Ruth Bader Ginsburg passed away on September 18, 2020 in Washington D.C. She was a Supreme Court justice and role model to so many kids, teenagers, and adults across the globe. She played a vital role in many Supreme Court Rulings. Although she is no longer physically here, she will still be remembered by so many because of her memorable actions and legacy. She has left her mark on this world after fighting for gender equality and women’s rights throughout her law career.

Lisa Gorbati, (‘21) said, “She inspired me to stand up for what I believe in and her actions will live on.”

Ginsburg said, “Women belong in all places where decisions are being made.” This quote resonates with Emma Greenberg, (22). Greenberg said, “RBG was a bold feminist who represented what it means to be a fearless woman. She was also a great Jewish role model to me.

Jesse Sklar (‘24) said, “Ginsburg was an inspiration for minority groups and less privileged people. She spent every moment of her life fighting for what she believed in; even from her hospital bed.”

Max Gaffin, (‘22) said, “RBG was a trailblazer for rights of women and men across the United States. She represents everything that I hope to be one day- a person who stands for things bigger than themselves. She inspires me to be the best leader that I can be and she makes me think that I can do whatever I set my mind to.”
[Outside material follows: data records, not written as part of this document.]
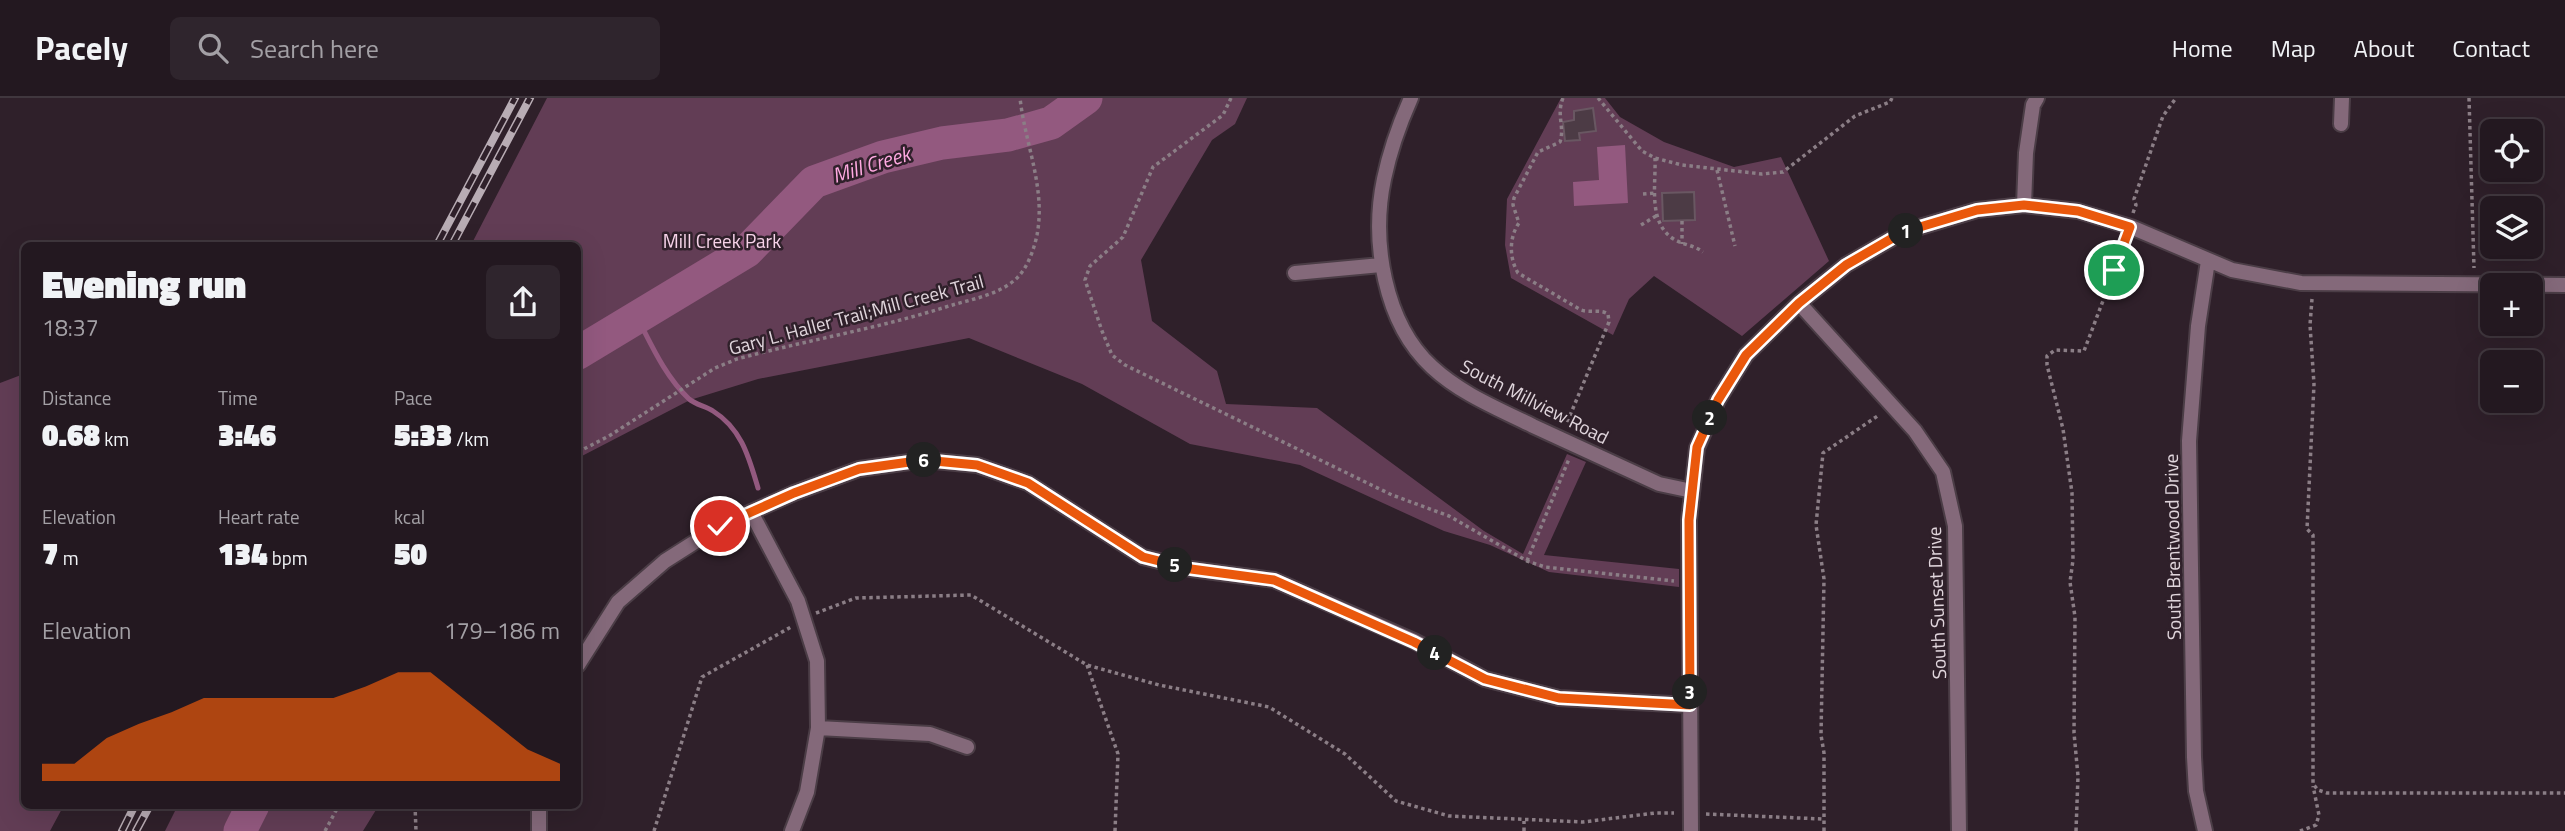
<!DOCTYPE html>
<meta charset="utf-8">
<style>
:root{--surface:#231820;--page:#2f252d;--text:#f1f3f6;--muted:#a3a0a5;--line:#40373e;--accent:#ea580c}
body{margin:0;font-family:"Titillium Web",sans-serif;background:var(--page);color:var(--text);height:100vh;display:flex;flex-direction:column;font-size:26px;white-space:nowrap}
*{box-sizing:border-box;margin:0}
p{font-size:23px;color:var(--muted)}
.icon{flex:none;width:38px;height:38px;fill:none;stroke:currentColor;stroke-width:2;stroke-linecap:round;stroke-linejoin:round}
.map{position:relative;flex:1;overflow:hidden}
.details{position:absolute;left:21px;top:144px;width:560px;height:567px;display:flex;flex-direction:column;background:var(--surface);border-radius:10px;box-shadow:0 7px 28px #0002,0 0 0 2px var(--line)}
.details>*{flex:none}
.buttons{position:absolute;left:2480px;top:21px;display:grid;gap:14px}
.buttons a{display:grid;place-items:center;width:63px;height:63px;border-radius:10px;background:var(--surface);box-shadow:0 7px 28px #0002,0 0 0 2px var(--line);font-size:35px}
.pin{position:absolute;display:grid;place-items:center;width:60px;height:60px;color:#fff;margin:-30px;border:4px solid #fff;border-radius:50%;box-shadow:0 2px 7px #0007}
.km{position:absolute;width:35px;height:35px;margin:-18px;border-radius:50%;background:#222;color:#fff;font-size:19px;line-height:35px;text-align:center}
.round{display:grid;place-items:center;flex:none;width:74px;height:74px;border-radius:10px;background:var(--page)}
.head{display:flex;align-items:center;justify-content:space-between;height:119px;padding:0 21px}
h1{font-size:38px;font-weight:800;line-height:52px}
.metrics{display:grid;grid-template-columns:repeat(3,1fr);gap:10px;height:119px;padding:7px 21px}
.metrics div{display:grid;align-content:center}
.metrics b{font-size:30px;font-weight:800}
.metrics small{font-size:19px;font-weight:400}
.metrics p{font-size:19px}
.chart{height:196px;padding:14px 21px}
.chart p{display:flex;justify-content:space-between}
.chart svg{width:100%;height:126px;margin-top:7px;fill:var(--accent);opacity:.7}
header{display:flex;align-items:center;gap:42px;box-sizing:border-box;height:98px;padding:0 35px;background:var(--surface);border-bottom:2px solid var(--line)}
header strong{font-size:33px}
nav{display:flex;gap:38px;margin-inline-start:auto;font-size:24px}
.search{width:490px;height:63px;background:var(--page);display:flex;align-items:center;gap:18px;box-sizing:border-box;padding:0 24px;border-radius:10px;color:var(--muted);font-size:26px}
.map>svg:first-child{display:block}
.green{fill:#623d55}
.water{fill:#93597f}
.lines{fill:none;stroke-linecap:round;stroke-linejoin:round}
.stream{stroke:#93597f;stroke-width:5}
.river{stroke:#93597f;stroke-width:33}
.building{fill:#4c3b45;stroke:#695762;stroke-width:2}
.minor-casing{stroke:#4b3d46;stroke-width:18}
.path{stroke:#8b7e86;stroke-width:3.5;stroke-dasharray:3.5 3.5;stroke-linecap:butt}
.minor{stroke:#84697a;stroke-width:14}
.rail-casing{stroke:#b8acb4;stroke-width:8}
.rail{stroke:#2f202a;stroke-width:5;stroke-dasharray:16;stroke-linecap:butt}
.route-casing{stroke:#fff;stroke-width:14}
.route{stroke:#ea580c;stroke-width:9}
.labels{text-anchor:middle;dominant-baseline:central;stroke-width:5;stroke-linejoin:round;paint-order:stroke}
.park-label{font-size:19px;fill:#f7d3e9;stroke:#2f202a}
.street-label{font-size:19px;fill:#e0d5dc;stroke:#2f202a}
.water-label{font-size:21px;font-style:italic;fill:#ffa9e1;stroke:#2f202a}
</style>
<header>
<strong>Pacely</strong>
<div class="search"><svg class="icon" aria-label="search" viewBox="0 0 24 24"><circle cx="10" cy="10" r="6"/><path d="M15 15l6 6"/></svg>Search here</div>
<nav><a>Home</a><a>Map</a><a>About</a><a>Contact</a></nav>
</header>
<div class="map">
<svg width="2565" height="733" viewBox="0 0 2565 733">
<rect width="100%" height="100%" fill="#2f202a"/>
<path class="green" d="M547 0H1247L1235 26 1212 42 1141 162 1152 223 1217 273 1226 306 1317 310 1484 433 1523 456 1567 356 1586 364 1544 457 1679 471V489L1549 474 1490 447 1444 433 1300 367 1190 346 1082 286 969 240 758 281 690 302 580 359 582 366 578 371V147H471Z
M1561 0H1605L1620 19 1664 44 1734 69 1781 59 1829 163 1742 238 1654 178 1629 201 1613 237 1511 180 1505 147 1507 101Z
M21 277 24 279V707H64L50 733H0V285Z
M178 707H379L363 733H165Z"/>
<path class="water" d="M1625 47 1628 105 1574 108 1573 84 1599 82 1597 49Z"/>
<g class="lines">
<path class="stream" d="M637 219C652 248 665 278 689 301 696 307 706 308 713 313 742 331 749 360 758 390"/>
<path class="river" d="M578 255 747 153 814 84 883 59 942 45 1008 37 1051 25 1086 0
M240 733 253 707"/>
</g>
<path class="building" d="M1593 10 1596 33 1579 35 1580 42 1565 43 1563 24 1574 22V13Z
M1694 94 1695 122 1663 123 1662 95Z"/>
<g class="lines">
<g class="minor-casing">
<path id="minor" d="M1411 0C1399 27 1390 52 1384 81 1371 143 1384 225 1432 269 1461 296 1499 311 1533 328 1575 347 1617 367 1659 386L1692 393
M2341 26 2342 0
M2024 107 2026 55 2033 7 2037 0
M1295 175 1381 167
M1799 205 1915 333 1943 374 1955 428 1959 733
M751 414 798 503 817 563 818 630 807 694 792 733
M578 567 618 504 665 463 720 428 794 395 859 371 924 362 977 367 1028 385 1143 459 1191 471 1274 482 1414 543 1485 581 1559 600 1690 607
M818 630 930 636 967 649
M539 707V733
M1691 733 1689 422 1697 350 1718 302 1746 257 1799 205 1846 167 1903 134 1977 112 2024 107 2078 113 2131 129 2232 172 2301 185 2565 187
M2205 733 2196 693 2194 659 2189 343 2198 228 2208 163"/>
</g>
<path class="path" d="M1231 0 1223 17 1153 69 1123 139 1090 168 1085 182 1102 233 1112 257 1125 267 1392 397 1449 418 1527 463 1545 469 1674 483
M1563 0C1556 17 1565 29 1560 44L1538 54 1514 100 1513 107 1519 125C1509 139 1509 160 1518 175L1581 212C1590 215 1601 211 1608 216L1609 224 1566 327
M1598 0 1642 53 1655 60 1682 67 1762 76 1783 74 1855 18 1890 4 1892 0
M2469 0 2474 170
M1655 60C1656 87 1648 123 1672 140 1682 147 1694 147 1703 154
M1717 72 1735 148
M1643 96 1655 95
M2133 115 2136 107 2134 101 2163 18 2176 0
M1682 123V146
M1641 127 1656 118
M2312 201 2310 227 2314 286 2307 431 2313 437V686L2318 692 2327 695H2565
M578 354 609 338 715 270 737 261C808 242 880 230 949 208 972 201 999 197 1017 180 1028 169 1034 151 1037 137 1046 90 1025 46 1020 0
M1527 463 1569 361
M816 515 856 500 971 497 1087 567 1159 587 1269 609 1345 656 1396 703 1449 718 1583 724 1655 715H1674
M1087 567 1118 656 1115 733
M415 707 416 733
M1706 716 1823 721
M325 733 339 707
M654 733 702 579 791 529
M1524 733V723
M1824 733V655L1821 637 1824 481 1816 427 1823 355 1879 317
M2076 733 2078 678 2074 635 2075 519 2070 484 2073 462 2072 395 2063 331 2047 267V258L2055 252 2084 253 2126 142
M2300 733 2316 727 2319 717 2313 688"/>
<use href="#minor" class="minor"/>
<g class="rail-casing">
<path id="rail" d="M437 147 515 0
M452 147 530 0
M122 733 135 707
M136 733 150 707"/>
</g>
<use href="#rail" class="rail"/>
</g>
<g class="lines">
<g class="route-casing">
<path id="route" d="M720 428 794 395 859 371 924 362 977 367 1028 385 1143 459 1191 471 1274 482 1414 544 1485 581 1559 600 1690 607 1689 422 1697 349 1718 302 1746 257 1799 205 1846 167 1903 134 1977 112 2024 107 2078 113 2130 129 2114 172"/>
</g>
<use href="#route" class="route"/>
</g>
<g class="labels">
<g class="park-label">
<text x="722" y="142">Mill Creek Park</text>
</g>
<g class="street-label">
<text transform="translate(856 216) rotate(-15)">Gary L. Haller Trail;Mill Creek Trail</text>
<text transform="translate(1535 303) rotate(27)">South Millview Road</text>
<text transform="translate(2172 449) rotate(-91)">South Brentwood Drive</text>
<text transform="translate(1936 505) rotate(-92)">South Sunset Drive</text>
</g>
<g class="water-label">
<text transform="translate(871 66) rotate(-17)">Mill Creek</text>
</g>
</g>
</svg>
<div class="buttons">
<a><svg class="icon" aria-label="locate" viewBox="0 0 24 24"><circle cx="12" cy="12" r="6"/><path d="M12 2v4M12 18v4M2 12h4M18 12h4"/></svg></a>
<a><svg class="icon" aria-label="layers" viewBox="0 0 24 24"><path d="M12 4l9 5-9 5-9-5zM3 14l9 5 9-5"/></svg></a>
<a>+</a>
<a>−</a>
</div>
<div class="pin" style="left:2114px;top:172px;background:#1e9e55"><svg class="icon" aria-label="arrive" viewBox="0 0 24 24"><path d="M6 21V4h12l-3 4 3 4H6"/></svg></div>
<div class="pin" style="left:720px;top:428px;background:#d93025"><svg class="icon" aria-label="check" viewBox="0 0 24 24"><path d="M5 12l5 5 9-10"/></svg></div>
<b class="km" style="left:1906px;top:133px">1</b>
<b class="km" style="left:1710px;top:320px">2</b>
<b class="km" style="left:1690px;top:594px">3</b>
<b class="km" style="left:1435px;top:555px">4</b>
<b class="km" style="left:1175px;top:467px">5</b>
<b class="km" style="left:924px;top:362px">6</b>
<section class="details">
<div class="head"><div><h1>Evening run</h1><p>18:37</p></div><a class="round"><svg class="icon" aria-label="share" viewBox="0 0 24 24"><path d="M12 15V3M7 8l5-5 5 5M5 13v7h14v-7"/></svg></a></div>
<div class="metrics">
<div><p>Distance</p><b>0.68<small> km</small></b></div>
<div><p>Time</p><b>3:46</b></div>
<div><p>Pace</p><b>5:33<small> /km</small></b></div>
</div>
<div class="metrics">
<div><p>Elevation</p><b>7<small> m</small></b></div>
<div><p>Heart rate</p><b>134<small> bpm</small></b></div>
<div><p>kcal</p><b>50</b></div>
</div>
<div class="chart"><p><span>Elevation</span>179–186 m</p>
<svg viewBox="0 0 160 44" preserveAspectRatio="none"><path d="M0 44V38L10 38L20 29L30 24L40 20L50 15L60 15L70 15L80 15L90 15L100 11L110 6L120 6L130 15L140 24L150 33L160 38V44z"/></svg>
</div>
</section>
</div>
Grace Pierlott, (‘22) said, “I aspire to be half as strong as RBG was and will always look up to her as my role model. Her strength, dedication, commitment to her job, her family, and fighting for a more equal America was inspiring.”

Lalitha Viswanathan, (‘22) said, “I really appreciate that she kept warm friendships with people who had polar opposite political opinions as her own, which is a practice that most Americans should adopt. Also, her impact on abortion reform and female independence will forever leave an impact on this country. I believe that every woman is indebted to RBG due to her contributions for all of us.”

Sophie Neuwirth, (‘23) said, “It was so empowering to see a confident and passionate woman like RBG hold such a high position in our country.”

Ilana Chase, (‘23) said, “RBG inspired me to always try and achieve my goal no matter what. Also, she helped many generations believe that women can do anything.

Alisha Fazal, (‘22) said, “RBG is a huge inspiration to me, as she overcame so many obstacles that she faced because she was a woman.”

Tharunika Govindasamy, (‘22) said, “I looked up to Ginsburg in numerous ways for she was respectable, intelligent, and an independent woman who stood for women’s rights and never once let down her supporters. Her death is not only devastating, but makes me quite anxious for the threatened future of women empowerment in this nation.”

Ginsburg will be missed, but her legacy will live on for generations.